┌────────

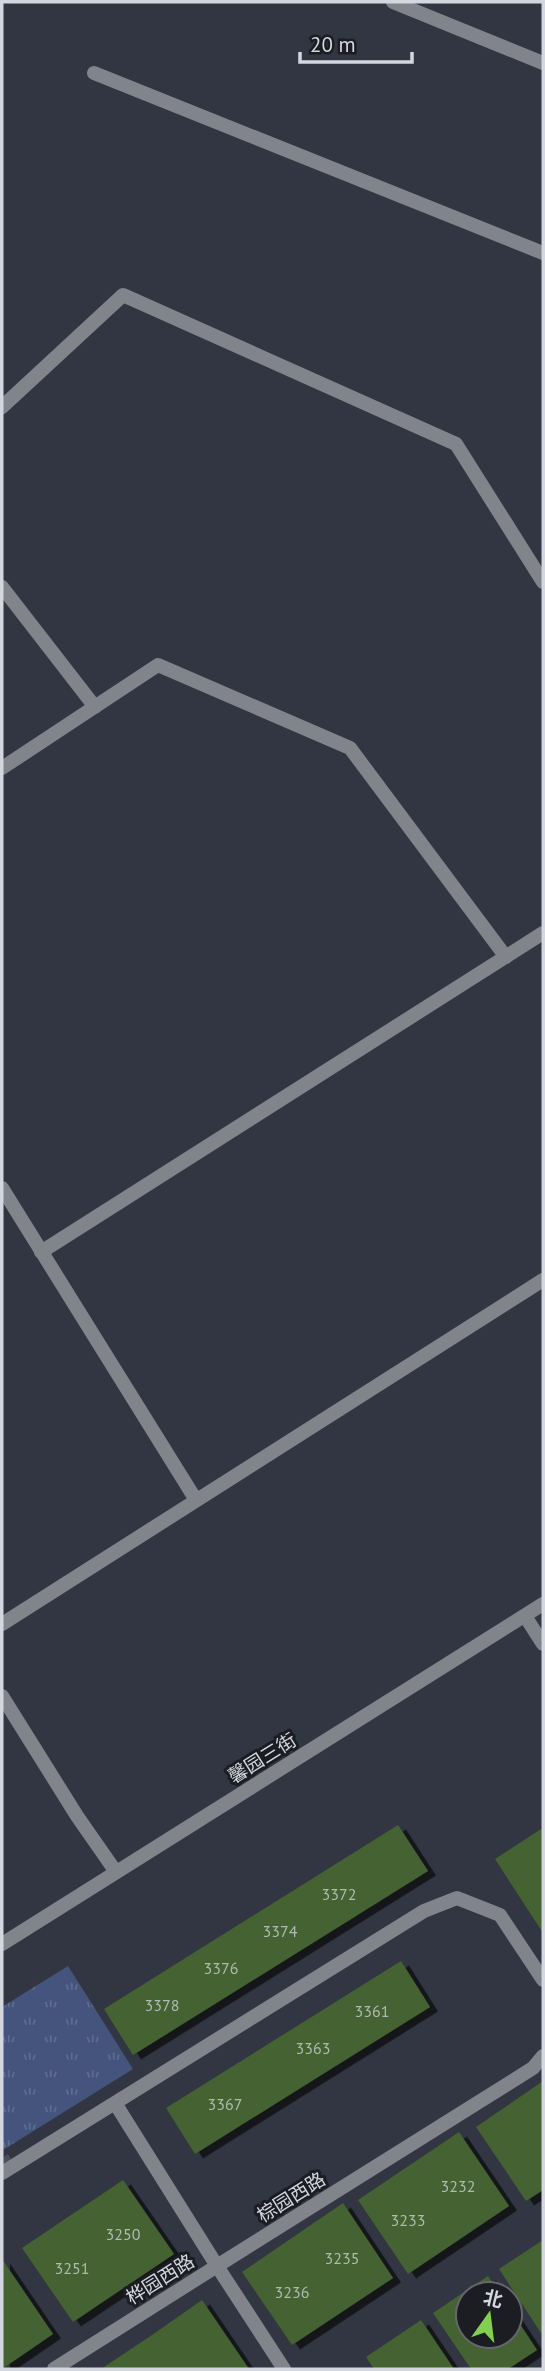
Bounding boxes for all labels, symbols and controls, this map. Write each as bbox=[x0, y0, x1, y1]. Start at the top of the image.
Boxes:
scale bar bbox=[300, 21, 412, 65]
text: 20 m bbox=[310, 31, 356, 58]
street label: 馨园三街 bbox=[223, 1728, 301, 1788]
house number: 3372 bbox=[322, 1884, 356, 1904]
house number: 3374 bbox=[263, 1921, 298, 1941]
house number: 3376 bbox=[204, 1958, 238, 1978]
house number: 3378 bbox=[145, 1995, 179, 2015]
house number: 3361 bbox=[355, 2001, 389, 2021]
house number: 3363 bbox=[296, 2038, 330, 2058]
house number: 3367 bbox=[208, 2094, 242, 2114]
street label: 棕园西路 bbox=[252, 2167, 330, 2227]
house number: 3232 bbox=[441, 2176, 475, 2196]
house number: 3233 bbox=[391, 2210, 425, 2230]
house number: 3250 bbox=[106, 2224, 141, 2244]
house number: 3235 bbox=[325, 2248, 359, 2268]
street label: 桦园西路 bbox=[121, 2249, 199, 2309]
house number: 3251 bbox=[55, 2258, 89, 2278]
north arrow bbox=[454, 2280, 524, 2350]
house number: 3236 bbox=[275, 2282, 309, 2302]
text: 北 bbox=[481, 2285, 505, 2312]

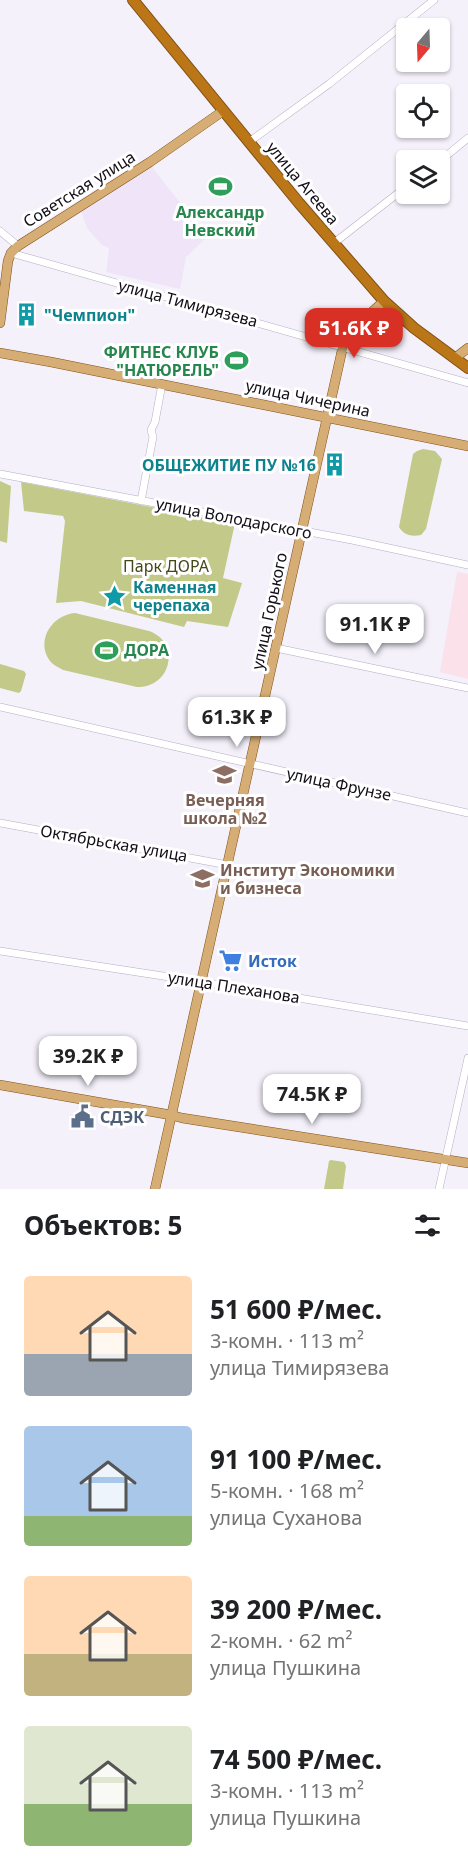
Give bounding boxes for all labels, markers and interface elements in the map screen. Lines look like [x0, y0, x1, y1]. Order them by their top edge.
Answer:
north arrow [396, 18, 450, 72]
map controls [396, 18, 450, 204]
button: locate [396, 84, 450, 138]
street label: улица Агеева [262, 137, 344, 229]
street label: Советская улица [19, 146, 139, 232]
button: layers [396, 150, 450, 204]
sports icon: Александр Невский [207, 174, 233, 200]
place label: Александр Невский [176, 201, 264, 241]
street label: улица Тимирязева [116, 274, 260, 332]
building icon: "Чемпион" [13, 302, 39, 328]
place label: "Чемпион" [44, 304, 135, 326]
pin: 51.6K ₽ [299, 308, 409, 359]
text: 51.6K ₽ [319, 314, 389, 341]
place label: ФИТНЕС КЛУБ "НАТЮРЕЛЬ" [103, 341, 219, 381]
sports icon: ФИТНЕС КЛУБ "НАТЮРЕЛЬ" [224, 348, 250, 374]
street label: улица Чичерина [244, 374, 372, 422]
building icon: ОБЩЕЖИТИЕ ПУ №16 [321, 452, 347, 478]
place label: ОБЩЕЖИТИЕ ПУ №16 [142, 454, 316, 476]
street label: улица Володарского [154, 492, 314, 544]
street label: улица Горького [246, 551, 292, 671]
park label: Парк ДОРА [123, 555, 210, 577]
place label: Каменная черепаха [133, 576, 216, 616]
place icon: Каменная черепаха [102, 583, 128, 609]
pin: 91.1K ₽ [320, 604, 430, 655]
text: 91.1K ₽ [340, 610, 410, 637]
sports icon: ДОРА [93, 637, 119, 663]
place label: ДОРА [124, 639, 170, 661]
pin: 61.3K ₽ [182, 697, 292, 748]
text: 61.3K ₽ [202, 703, 272, 730]
school or university icon: Вечерняя школа №2 [212, 762, 238, 788]
street label: улица Фрунзе [285, 762, 394, 806]
place label: Вечерняя школа №2 [183, 789, 267, 829]
street label: Октябрьская улица [39, 819, 189, 867]
place label: Институт Экономики и бизнеса [220, 859, 395, 899]
school or university icon: Институт Экономики и бизнеса [189, 866, 215, 892]
supermarket icon: Исток [217, 948, 243, 974]
place label: Исток [248, 950, 297, 972]
street label: улица Плеханова [167, 966, 301, 1008]
pin: 39.2K ₽ [33, 1036, 143, 1087]
text: 39.2K ₽ [53, 1042, 123, 1069]
pin: 74.5K ₽ [257, 1074, 367, 1125]
text: 74.5K ₽ [277, 1080, 347, 1107]
public building icon: СДЭК [69, 1104, 95, 1130]
place label: СДЭК [100, 1106, 145, 1128]
text: Объектов: 5 [24, 1207, 182, 1243]
icon: filters [411, 1209, 444, 1242]
text: 51 600 ₽/мес. [210, 1291, 382, 1327]
icon: home [72, 1300, 144, 1372]
text: 3-комн. · 113 m² [210, 1327, 364, 1354]
text: улица Тимирязева [210, 1354, 389, 1381]
text: 91 100 ₽/мес. [210, 1441, 382, 1477]
icon: home [72, 1450, 144, 1522]
text: 5-комн. · 168 m² [210, 1477, 364, 1504]
text: улица Суханова [210, 1504, 362, 1531]
text: 39 200 ₽/мес. [210, 1591, 382, 1627]
icon: home [72, 1600, 144, 1672]
text: 2-комн. · 62 m² [210, 1627, 353, 1654]
text: улица Пушкина [210, 1654, 361, 1681]
text: 74 500 ₽/мес. [210, 1741, 382, 1777]
icon: home [72, 1750, 144, 1822]
text: 3-комн. · 113 m² [210, 1777, 364, 1804]
text: улица Пушкина [210, 1804, 361, 1831]

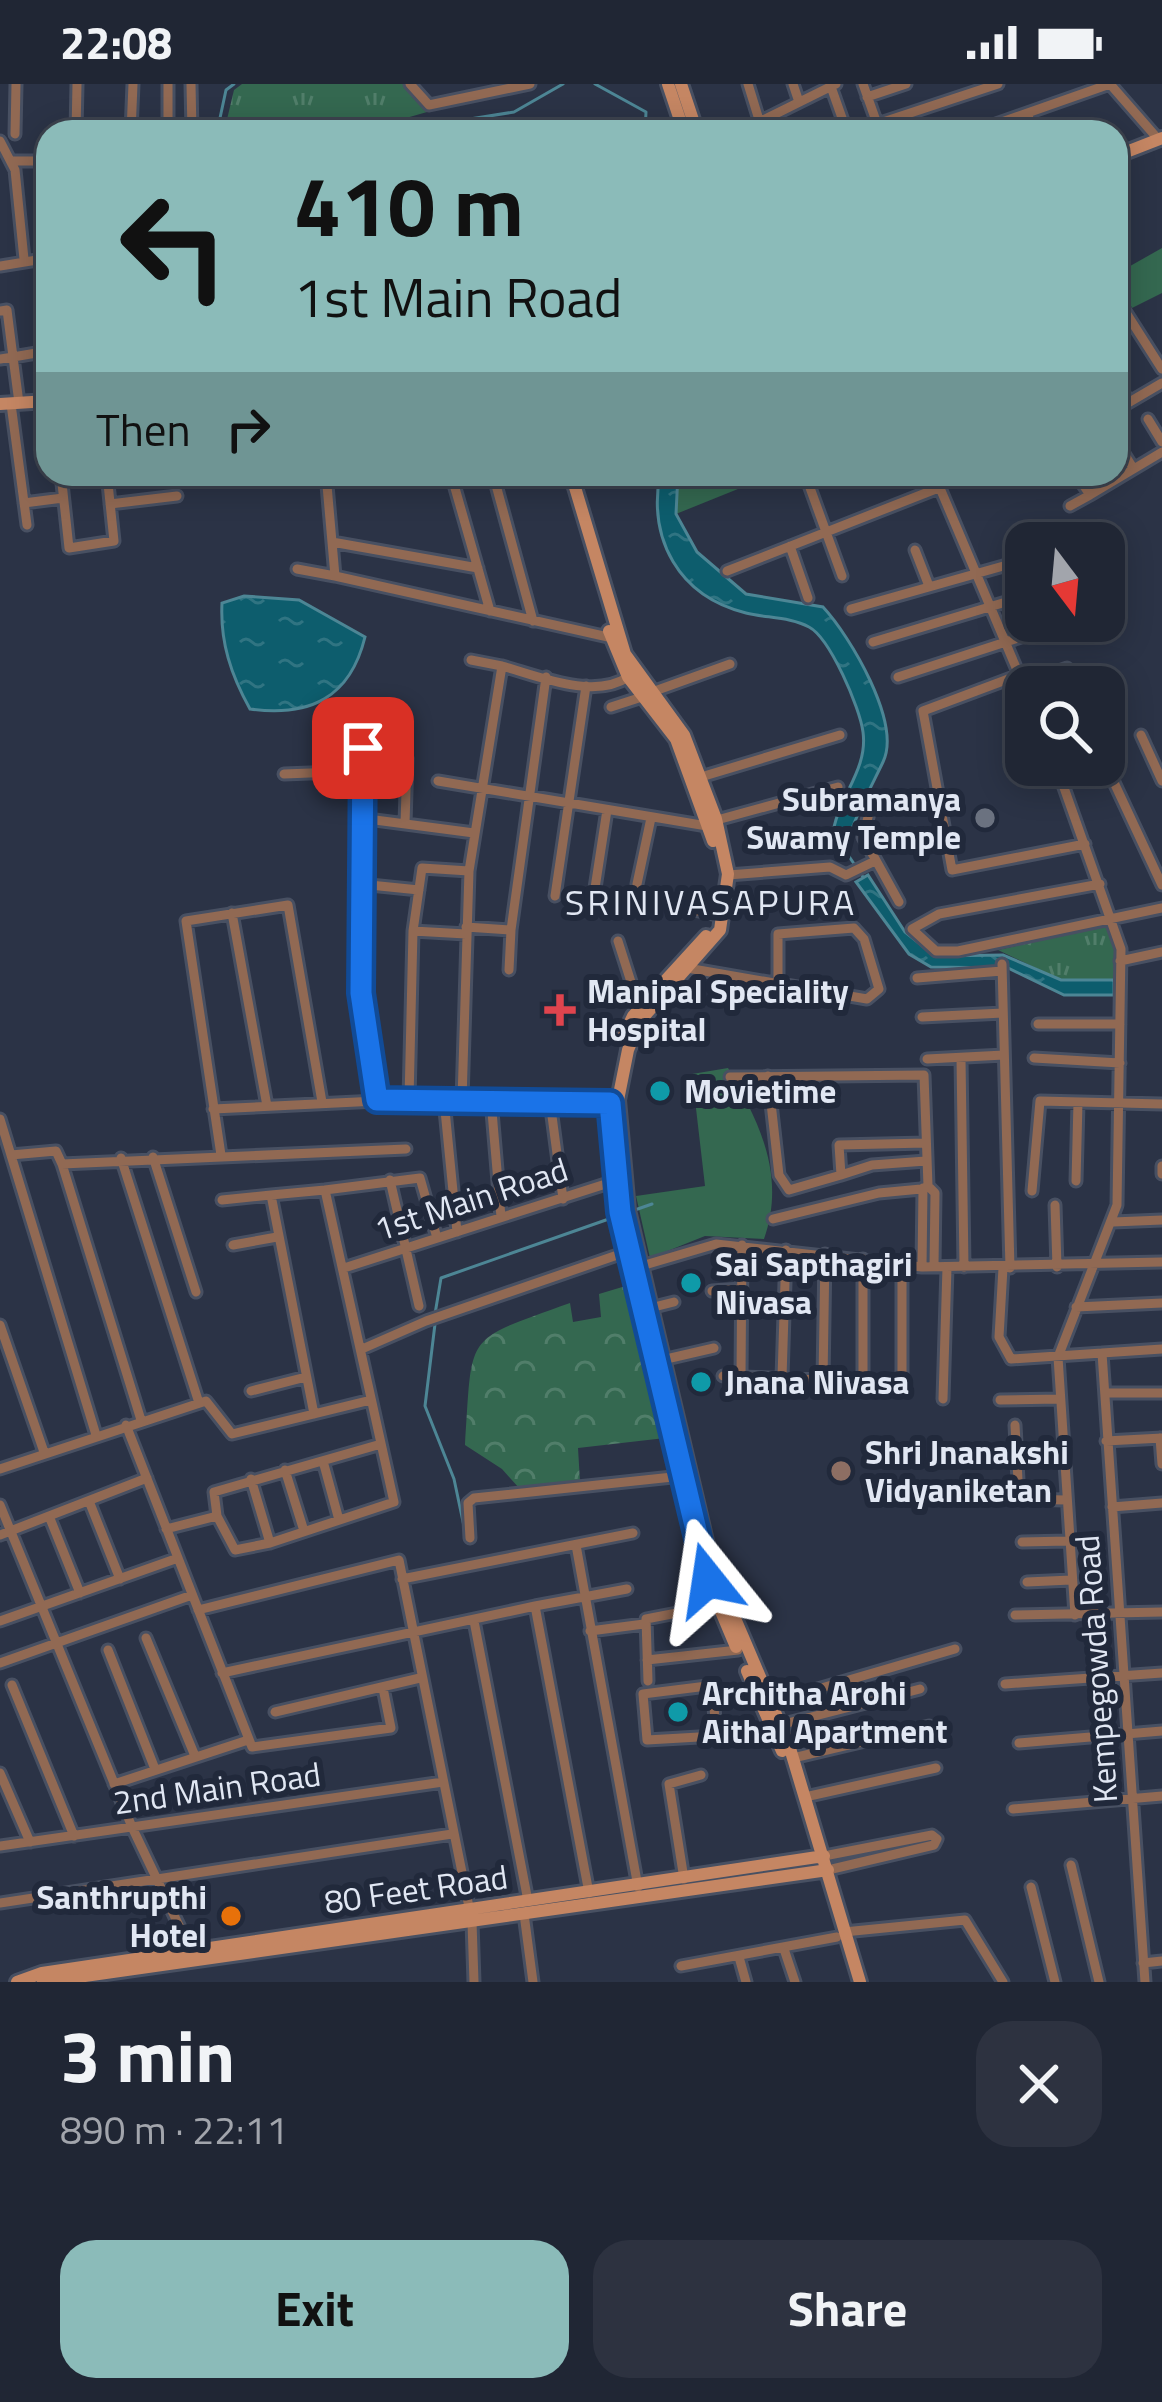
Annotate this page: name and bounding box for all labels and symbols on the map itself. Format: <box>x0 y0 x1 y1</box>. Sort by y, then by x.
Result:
north arrow <box>1005 522 1125 642</box>
pin <box>312 697 414 799</box>
place label: Subramanya Swamy Temple <box>746 774 961 862</box>
marker: Subramanya Swamy Temple <box>972 805 998 831</box>
district label: SRINIVASAPURA <box>565 874 857 929</box>
place label: Manipal Speciality Hospital <box>587 966 849 1054</box>
marker: Manipal Speciality Hospital <box>544 994 576 1026</box>
place label: Movietime <box>684 1066 836 1116</box>
marker: Movietime <box>647 1078 673 1104</box>
street label: 1st Main Road <box>368 1144 574 1254</box>
place label: Sai Sapthagiri Nivasa <box>715 1239 912 1327</box>
marker: Sai Sapthagiri Nivasa <box>678 1270 704 1296</box>
place label: Jnana Nivasa <box>725 1357 909 1407</box>
marker: Jnana Nivasa <box>688 1369 714 1395</box>
place label: Shri Jnanakshi Vidyaniketan <box>865 1427 1069 1515</box>
marker: Shri Jnanakshi Vidyaniketan <box>828 1458 854 1484</box>
position arrow <box>645 1517 771 1643</box>
street label: Kempegowda Road <box>1062 1533 1130 1805</box>
place label: Architha Arohi Aithal Apartment <box>702 1668 947 1756</box>
marker: Architha Arohi Aithal Apartment <box>665 1699 691 1725</box>
street label: 2nd Main Road <box>110 1749 324 1827</box>
street label: 80 Feet Road <box>321 1851 511 1927</box>
place label: Santhrupthi Hotel <box>36 1872 207 1960</box>
marker: Santhrupthi Hotel <box>218 1903 244 1929</box>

└────────

* Work order:
From the listing above, pick out each line where the word "Shri" appears.

* Answer for the task:
place label: Shri Jnanakshi Vidyaniketan <box>865 1427 1069 1515</box>
marker: Shri Jnanakshi Vidyaniketan <box>828 1458 854 1484</box>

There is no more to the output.